Prompt:
The copy must run from the first line of the entries below through the line containing "position:absolute; inset:0; border:7px", restated word for word, with pictures left out.

Saved entries:
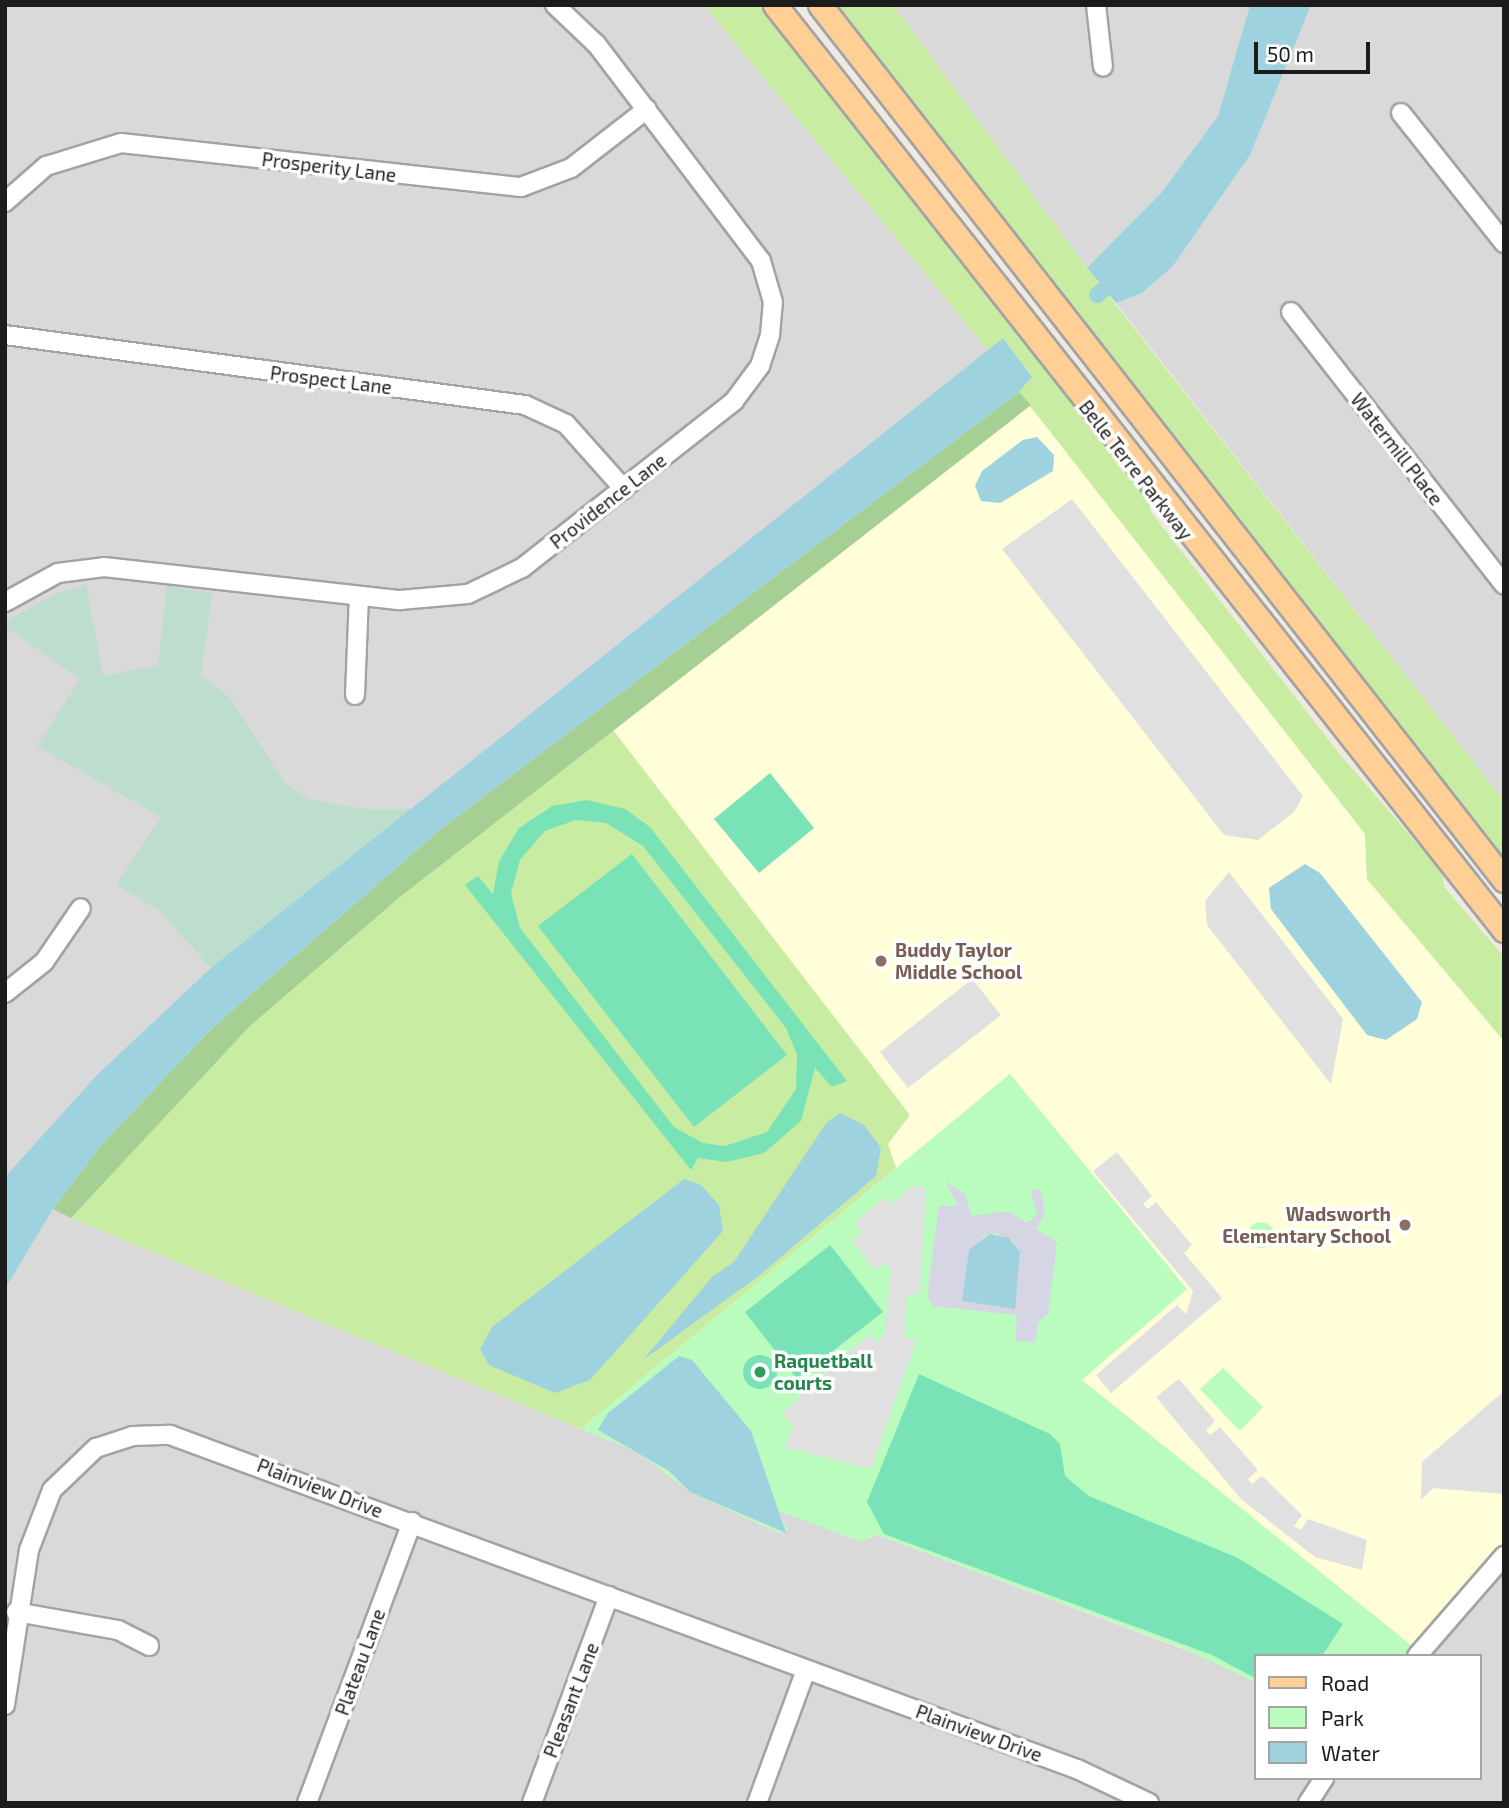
<!DOCTYPE html>
<html>
<head>
<meta charset="utf-8">
<style>
	body { margin:0 }
	#map { position:relative; width:1509px; height:1808px; overflow:hidden; background:#eee9e1; font-family:"Exo 2",sans-serif }
	div>[style] { position:absolute }
	.residential>* { inset:0; background:#dad9d9 }
	.education>* { inset:0; background:#fffed9 }
	.grass>* { inset:0; background:#c9eca3 }
	.forest>* { inset:0; background:#a6d093 }
	.wetland>* { inset:0; background:#bdddcd }
	.park>* { inset:0; background:#bafcbd }
	.round { border-radius:50% }
	.pitch>* { inset:0; background:#79e3b7 }
	.parking>* { inset:0; background:#e0e0e0 }
	.plaza>* { inset:0; background:#d5d5e4 }
	.water>* { inset:0; background:#9ed2df }
	.canal>* { height:16px; margin:-8px; padding:0 8px; transform-origin:8px; border-radius:8px; background:#9ed2df }
	.roads { filter:drop-shadow(2px 0 #a3a3a3) drop-shadow(-2px 0 #a3a3a3) drop-shadow(0 2px #a3a3a3) drop-shadow(0 -2px #a3a3a3) }
	.minor>* { height:18px; margin:-9px; padding:0 9px; transform-origin:9px; border-radius:9px; background:#fff }
	.major>* { height:23px; margin:-11.5px; padding:0 11.5px; transform-origin:11.5px; border-radius:11.5px; background:#ffcf95 }
	.dots>* { width:19px; height:19px; translate:-50% -50%; box-sizing:border-box; border:4px solid #fff; border-radius:50% }
	span { translate:-50% -50%; white-space:nowrap; text-align:center; line-height:1.15; -webkit-text-stroke:7px #fff; paint-order:stroke }
	.street-label { font-size:19px; color:#1c1c1c }
	.education-label { font-size:19px; color:#785e54; font-weight:700 }
	.left { translate:0 -50%; text-align:left }
	.right { translate:-100% -50%; text-align:right }
	.leisure-label { font-size:19px; color:#27864d; font-weight:700 }
	.frame { position:absolute; inset:0; border:7px solid #1c1c1c; pointer-events:none }
	.legend { position:absolute; left:1254px; top:1654px; width:228px; height:126px; box-sizing:border-box; background:#fff; border:2px solid #a4a4a4; margin:0; padding:9px 12px; list-style:none; font-size:21px; color:#1c1c1c }
	.legend li { display:flex; align-items:center; gap:14px; height:35px }
	.legend b { width:35px; border:2px solid #a4a4a4 }
	.scale { position:absolute; left:1254px; top:42px; width:116px; height:32px; box-sizing:border-box; border:4px solid #1c1c1c; border-top:0; padding-left:9px; font-size:21px; line-height:24px; white-space:nowrap; color:#1c1c1c; -webkit-text-stroke:5px #fff; paint-order:stroke }
</style>
</head>
<body>
<div id="map">
	<div class="residential">
		<div style="clip-path:polygon(5px 5px,704px 5px,988px 350px,414px 809px,5px 1177px)"></div>
		<div style="clip-path:polygon(893px 5px,1250px 5px,1218px 116px,1162px 192px,1087px 268px)"></div>
		<div style="clip-path:polygon(1311px 5px,1504px 5px,1504px 801px,1116px 303px,1142px 293px,1173px 266px,1250px 155px)"></div>
		<div style="clip-path:polygon(53px 1209px,638px 1452px,686px 1489px,779px 1533px,788px 1530px,775px 1509px,860px 1541px,878px 1535px,1217px 1662px,1255px 1682px,1255px 1778px,1315px 1778px,1300px 1803px,5px 1803px,5px 1289px)"></div>
		<div style="clip-path:polygon(1504px 1566px,1504px 1803px,1316px 1803px,1332px 1778px,1479px 1778px,1479px 1656px,1425px 1656px)"></div>
	</div>
	<div class="education">
		<div style="clip-path:polygon(1031px 405px,1365px 834px,1367px 879px,1504px 1041px,1504px 1545px,1412px 1646px,1081px 1379px,1010px 1074px,581px 1429px,71px 1218px,400px 897px)"></div>
	</div>
	<div class="grass">
		<div style="clip-path:polygon(704px 5px,763px 5px,1150px 498px,1150px 511px,1342px 757px,1442px 872px,1444px 887px,1504px 957px,1504px 1041px,1367px 879px,1365px 834px,1019px 392px,1032px 377px,1003px 338px,988px 350px)"></div>
		<div style="clip-path:polygon(831px 5px,893px 5px,1087px 268px,1504px 801px,1504px 863px)"></div>
		<div style="clip-path:polygon(613px 730px,910px 1115px,888px 1144px,896px 1168px,581px 1429px,71px 1218px,250px 1026px,400px 897px)"></div>
	</div>
	<div class="forest">
		<div style="clip-path:polygon(1019px 392px,1031px 405px,400px 897px,250px 1026px,71px 1218px,53px 1209px,102px 1144px,211px 1029px,441px 829px)"></div>
	</div>
	<div class="wetland">
		<div style="clip-path:polygon(86px 585px,103px 676px,158px 665px,167px 586px,212px 593px,201px 675px,230px 698px,285px 783px,311px 800px,365px 809px,414px 809px,211px 968px,159px 910px,116px 885px,161px 817px,37px 746px,80px 679px,7px 628px,7px 621px,58px 593px)"></div>
	</div>
	<div class="park">
		<div style="clip-path:polygon(1010px 1074px,1187px 1289px,1082px 1380px,1412px 1646px,1405px 1656px,1255px 1656px,1255px 1682px,1180px 1647px,878px 1535px,860px 1541px,776px 1510px,788px 1530px,779px 1533px,690px 1492px,638px 1452px,581px 1429px)"></div>
		<div class="round" style="left:1248px;top:1222px;width:26px;height:26px"></div>
		<div style="clip-path:polygon(1223px 1368px,1263px 1407px,1240px 1431px,1200px 1389px)"></div>
	</div>
	<div class="pitch">
		<div style="clip-path:polygon(770px 773px,814px 828px,759px 873px,714px 819px)"></div>
		<div style="clip-path:polygon(evenodd,587px 800px,625px 809px,650px 827px,847px 1081px,832px 1087px,815px 1068px,801px 1121px,764px 1153px,726px 1162px,698px 1158px,691px 1170px,465px 885px,478px 876px,493px 894px,499px 861px,519px 828px,552px 806px,587px 800px,576px 820px,606px 823px,643px 846px,786px 1028px,797px 1055px,796px 1089px,767px 1132px,725px 1146px,703px 1143px,674px 1127px,520px 928px,511px 893px,520px 860px,545px 831px,576px 820px)"></div>
		<div style="clip-path:polygon(632px 854px,787px 1055px,694px 1127px,538px 926px)"></div>
		<div style="clip-path:polygon(830px 1245px,883px 1312px,797px 1379px,745px 1312px)"></div>
		<div class="round" style="left:743px;top:1355px;width:34px;height:34px"></div>
		<div style="clip-path:polygon(919px 1374px,1050px 1434px,1060px 1444px,1065px 1476px,1089px 1496px,1238px 1558px,1343px 1624px,1322px 1656px,1255px 1656px,1255px 1678px,1212px 1655px,884px 1534px,867px 1502px)"></div>
	</div>
	<div class="parking">
		<div style="clip-path:polygon(1072px 499px,1303px 796px,1294px 812px,1258px 840px,1224px 835px,1002px 549px)"></div>
		<div style="clip-path:polygon(1229px 872px,1343px 1019px,1331px 1084px,1207px 925px,1205px 901px)"></div>
		<div style="clip-path:polygon(972px 979px,1001px 1015px,908px 1088px,880px 1052px)"></div>
		<div style="clip-path:polygon(1117px 1152px,1152px 1196px,1143px 1204px,1148px 1209px,1156px 1202px,1192px 1245px,1184px 1253px,1222px 1298px,1111px 1393px,1096px 1375px,1177px 1305px,1186px 1314px,1193px 1291px,1093px 1171px)"></div>
		<div style="clip-path:polygon(912px 1187px,926px 1187px,920px 1294px,907px 1294px,905px 1326px,904px 1337px,916px 1341px,871px 1469px,784px 1447px,793px 1428px,783px 1412px,870px 1334px,878px 1343px,885px 1332px,891px 1270px,886px 1262px,876px 1270px,852px 1242px,862px 1233px,854px 1224px,885px 1197px,892px 1204px)"></div>
		<div style="clip-path:polygon(1179px 1379px,1215px 1421px,1206px 1430px,1210px 1435px,1220px 1427px,1258px 1470px,1248px 1479px,1252px 1484px,1262px 1476px,1302px 1515px,1294px 1526px,1301px 1530px,1308px 1519px,1367px 1540px,1362px 1570px,1315px 1557px,1241px 1499px,1156px 1397px)"></div>
		<div style="clip-path:polygon(1504px 1391px,1504px 1494px,1433px 1488px,1421px 1500px,1422px 1462px)"></div>
	</div>
	<div class="plaza">
		<div style="clip-path:polygon(evenodd,946px 1182px,965px 1194px,972px 1216px,1008px 1211px,1027px 1223px,1037px 1215px,1031px 1190px,1040px 1189px,1045px 1212px,1036px 1229px,1057px 1242px,1048px 1314px,1038px 1323px,1035px 1343px,1015px 1340px,1017px 1315px,933px 1306px,927px 1296px,939px 1206px,958px 1206px,946px 1182px,995px 1233px,1013px 1241px,1021px 1257px,981px 1237px,995px 1233px)"></div>
	</div>
	<div class="water">
		<div style="clip-path:polygon(1250px 5px,1311px 5px,1250px 155px,1173px 266px,1142px 293px,1116px 303px,1087px 268px,1162px 192px,1218px 116px)"></div>
		<div style="clip-path:polygon(1003px 338px,1032px 377px,1019px 392px,441px 829px,211px 1029px,102px 1144px,53px 1209px,5px 1289px,5px 1177px,98px 1074px,211px 968px)"></div>
		<div style="clip-path:polygon(1037px 437px,1054px 455px,1053px 471px,1000px 503px,981px 501px,975px 486px,982px 471px,1023px 440px)"></div>
		<div style="clip-path:polygon(1305px 864px,1320px 873px,1422px 1002px,1417px 1019px,1386px 1040px,1367px 1035px,1271px 909px,1269px 888px)"></div>
		<div style="clip-path:polygon(840px 1113px,864px 1125px,881px 1148px,876px 1176px,760px 1275px,643px 1360px,712px 1277px,734px 1262px,827px 1122px)"></div>
		<div style="clip-path:polygon(684px 1179px,701px 1185px,719px 1205px,723px 1231px,590px 1380px,555px 1393px,489px 1365px,480px 1349px,492px 1327px)"></div>
		<div style="clip-path:polygon(990px 1234px,1009px 1238px,1020px 1252px,1015px 1309px,962px 1301px,969px 1250px)"></div>
		<div style="clip-path:polygon(679px 1356px,692px 1360px,751px 1431px,786px 1533px,690px 1492px,669px 1471px,598px 1430px,607px 1414px)"></div>
	</div>
	<div class="canal">
		<div style="left:1097px;top:295px;width:31px;rotate:-40deg"></div>
	</div>
	<div class="roads">
		<div class="minor">
			<div style="left:1096px;top:5px;width:62px;rotate:83.6deg"></div>
			<div style="left:1401px;top:113px;width:166px;rotate:51.6deg"></div>
			<div style="left:5px;top:202px;width:55px;rotate:-41.3deg"></div>
			<div style="left:46px;top:166px;width:78px;rotate:-17deg"></div>
			<div style="left:121px;top:143px;width:402px;rotate:6.3deg"></div>
			<div style="left:521px;top:187px;width:53px;rotate:-20.8deg"></div>
			<div style="left:571px;top:168px;width:96px;rotate:-37.8deg"></div>
			<div style="left:1291px;top:312px;width:346px;rotate:52deg"></div>
			<div style="left:5px;top:335px;width:525px;rotate:7.67deg"></div>
			<div style="left:525px;top:405px;width:45px;rotate:24.9deg"></div>
			<div style="left:566px;top:424px;width:87px;rotate:48.3deg"></div>
			<div style="left:5px;top:602px;width:60px;rotate:-28.7deg"></div>
			<div style="left:58px;top:573px;width:46px;rotate:-7.4deg"></div>
			<div style="left:104px;top:567px;width:298px;rotate:6.4deg"></div>
			<div style="left:400px;top:600px;width:68px;rotate:-5deg"></div>
			<div style="left:468px;top:594px;width:60px;rotate:-25.7deg"></div>
			<div style="left:522px;top:568px;width:270px;rotate:-38.2deg"></div>
			<div style="left:734px;top:401px;width:44px;rotate:-53.4deg"></div>
			<div style="left:760px;top:366px;width:33px;rotate:-72deg"></div>
			<div style="left:770px;top:335px;width:33px;rotate:-85deg"></div>
			<div style="left:773px;top:302px;width:43px;rotate:-106.3deg"></div>
			<div style="left:761px;top:261px;width:273px;rotate:-127.2deg"></div>
			<div style="left:596px;top:44px;width:57px;rotate:-136.4deg"></div>
			<div style="left:355px;top:695px;width:99px;rotate:-87.7deg"></div>
			<div style="left:5px;top:993px;width:50px;rotate:-38.5deg"></div>
			<div style="left:44px;top:962px;width:65px;rotate:-55.6deg"></div>
			<div style="left:16px;top:1612px;width:104px;rotate:10deg"></div>
			<div style="left:118px;top:1630px;width:35px;rotate:27deg"></div>
			<div style="left:1417px;top:1656px;width:133px;rotate:-49deg"></div>
			<div style="left:5px;top:1705px;width:157px;rotate:-81.2deg"></div>
			<div style="left:29px;top:1550px;width:64px;rotate:-69deg"></div>
			<div style="left:52px;top:1490px;width:61px;rotate:-43.7deg"></div>
			<div style="left:96px;top:1448px;width:38px;rotate:-18deg"></div>
			<div style="left:132px;top:1436px;width:38px;rotate:-2deg"></div>
			<div style="left:170px;top:1435px;width:967px;rotate:20.22deg"></div>
			<div style="left:1077px;top:1769px;width:80px;rotate:25.3deg"></div>
			<div style="left:307px;top:1803px;width:300px;rotate:-69.5deg"></div>
			<div style="left:532px;top:1803px;width:221px;rotate:-69.6deg"></div>
			<div style="left:757px;top:1803px;width:142px;rotate:-69.8deg"></div>
			<div style="left:1308px;top:1803px;width:30px;rotate:-57deg"></div>
		</div>
		<div class="major">
			<div style="left:775px;top:5px;width:1178px;rotate:51.76deg"></div>
			<div style="left:820px;top:5px;width:1111px;rotate:51.98deg"></div>
		</div>
	</div>
	<div class="dots">
		<div style="left:881px;top:961px;background:#8d6e63"></div>
		<div style="left:1405px;top:1225px;background:#8d6e63"></div>
		<div style="left:760px;top:1372px;background:#2e9e5b"></div>
	</div>
	<div class="street-label">
		<span style="left:329px;top:167px;rotate:7deg">Prosperity Lane</span>
		<span style="left:331px;top:380px;rotate:7deg">Prospect Lane</span>
		<span style="left:1397px;top:449px;rotate:52deg">Watermill Place</span>
		<span style="left:1136px;top:470px;rotate:52deg">Belle Terre Parkway</span>
		<span style="left:608px;top:501px;rotate:-38deg">Providence Lane</span>
		<span style="left:320px;top:1488px;rotate:21deg">Plainview Drive</span>
		<span style="left:360px;top:1662px;rotate:-70deg">Plateau Lane</span>
		<span style="left:571px;top:1700px;rotate:-69deg">Pleasant Lane</span>
		<span style="left:979px;top:1733px;rotate:20deg">Plainview Drive</span>
	</div>
	<div class="education-label">
		<span class="left" style="left:895px;top:961px">Buddy Taylor<br>Middle School</span>
		<span class="right" style="left:1391px;top:1225px">Wadsworth<br>Elementary School</span>
	</div>
	<div class="leisure-label">
		<span class="left" style="left:774px;top:1372px">Raquetball<br>courts</span>
	</div>
	<div class="frame"></div>
	<ul class="legend">
	<li><b style="height:9px;background:#ffcf95"></b>Road</li>
	<li><b style="height:19px;background:#bafcbd"></b>Park</li>
	<li><b style="height:19px;background:#9ed2df"></b>Water</li>
	</ul>
	<div class="scale">50 m</div>
</div>
</body>
</html>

Task output:
<!DOCTYPE html>
<html>
<head>
<meta charset="utf-8">
<style>
	body { margin:0 }
	#map { position:relative; width:1509px; height:1808px; overflow:hidden; background:#eee9e1; font-family:"Exo 2",sans-serif }
	div>[style] { position:absolute }
	.residential>* { inset:0; background:#dad9d9 }
	.education>* { inset:0; background:#fffed9 }
	.grass>* { inset:0; background:#c9eca3 }
	.forest>* { inset:0; background:#a6d093 }
	.wetland>* { inset:0; background:#bdddcd }
	.park>* { inset:0; background:#bafcbd }
	.round { border-radius:50% }
	.pitch>* { inset:0; background:#79e3b7 }
	.parking>* { inset:0; background:#e0e0e0 }
	.plaza>* { inset:0; background:#d5d5e4 }
	.water>* { inset:0; background:#9ed2df }
	.canal>* { height:16px; margin:-8px; padding:0 8px; transform-origin:8px; border-radius:8px; background:#9ed2df }
	.roads { filter:drop-shadow(2px 0 #a3a3a3) drop-shadow(-2px 0 #a3a3a3) drop-shadow(0 2px #a3a3a3) drop-shadow(0 -2px #a3a3a3) }
	.minor>* { height:18px; margin:-9px; padding:0 9px; transform-origin:9px; border-radius:9px; background:#fff }
	.major>* { height:23px; margin:-11.5px; padding:0 11.5px; transform-origin:11.5px; border-radius:11.5px; background:#ffcf95 }
	.dots>* { width:19px; height:19px; translate:-50% -50%; box-sizing:border-box; border:4px solid #fff; border-radius:50% }
	span { translate:-50% -50%; white-space:nowrap; text-align:center; line-height:1.15; -webkit-text-stroke:7px #fff; paint-order:stroke }
	.street-label { font-size:19px; color:#1c1c1c }
	.education-label { font-size:19px; color:#785e54; font-weight:700 }
	.left { translate:0 -50%; text-align:left }
	.right { translate:-100% -50%; text-align:right }
	.leisure-label { font-size:19px; color:#27864d; font-weight:700 }
	.frame { position:absolute; inset:0; border:7px solid #1c1c1c; pointer-events:none }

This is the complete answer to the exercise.